-- PROBLEM STATEMENT --
Return each entry below exactly. Skip the images.

-- DATASET RECORDS --

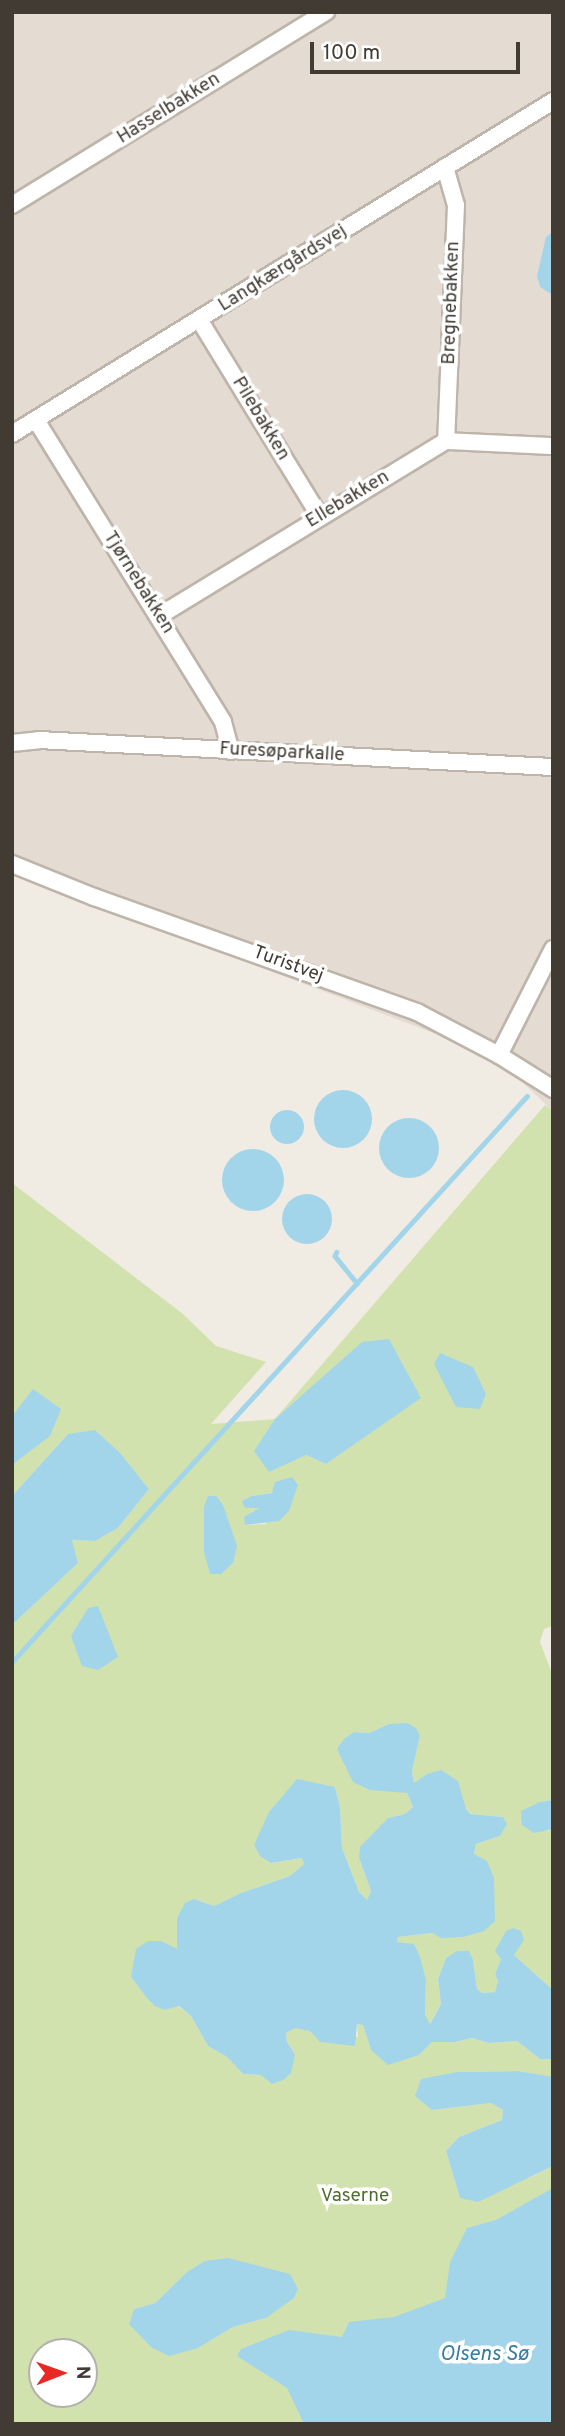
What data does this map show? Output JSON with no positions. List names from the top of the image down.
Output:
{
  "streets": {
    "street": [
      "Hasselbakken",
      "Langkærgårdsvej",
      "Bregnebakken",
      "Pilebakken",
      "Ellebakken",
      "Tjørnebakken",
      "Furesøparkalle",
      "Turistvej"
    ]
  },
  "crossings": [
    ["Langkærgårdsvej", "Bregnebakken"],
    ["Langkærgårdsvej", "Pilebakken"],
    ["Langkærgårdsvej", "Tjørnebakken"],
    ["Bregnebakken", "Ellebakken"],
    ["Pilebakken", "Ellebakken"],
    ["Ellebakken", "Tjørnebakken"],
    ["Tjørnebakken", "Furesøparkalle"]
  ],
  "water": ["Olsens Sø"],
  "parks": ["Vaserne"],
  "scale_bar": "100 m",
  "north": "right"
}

-- PROBLEM SOLUTION --
What data does this map show? Output JSON with no positions. List names from the top of the image down.
Output:
{
  "streets": {
    "street": [
      "Hasselbakken",
      "Langkærgårdsvej",
      "Bregnebakken",
      "Pilebakken",
      "Ellebakken",
      "Tjørnebakken",
      "Furesøparkalle",
      "Turistvej"
    ]
  },
  "crossings": [
    ["Langkærgårdsvej", "Bregnebakken"],
    ["Langkærgårdsvej", "Pilebakken"],
    ["Langkærgårdsvej", "Tjørnebakken"],
    ["Bregnebakken", "Ellebakken"],
    ["Pilebakken", "Ellebakken"],
    ["Ellebakken", "Tjørnebakken"],
    ["Tjørnebakken", "Furesøparkalle"]
  ],
  "water": ["Olsens Sø"],
  "parks": ["Vaserne"],
  "scale_bar": "100 m",
  "north": "right"
}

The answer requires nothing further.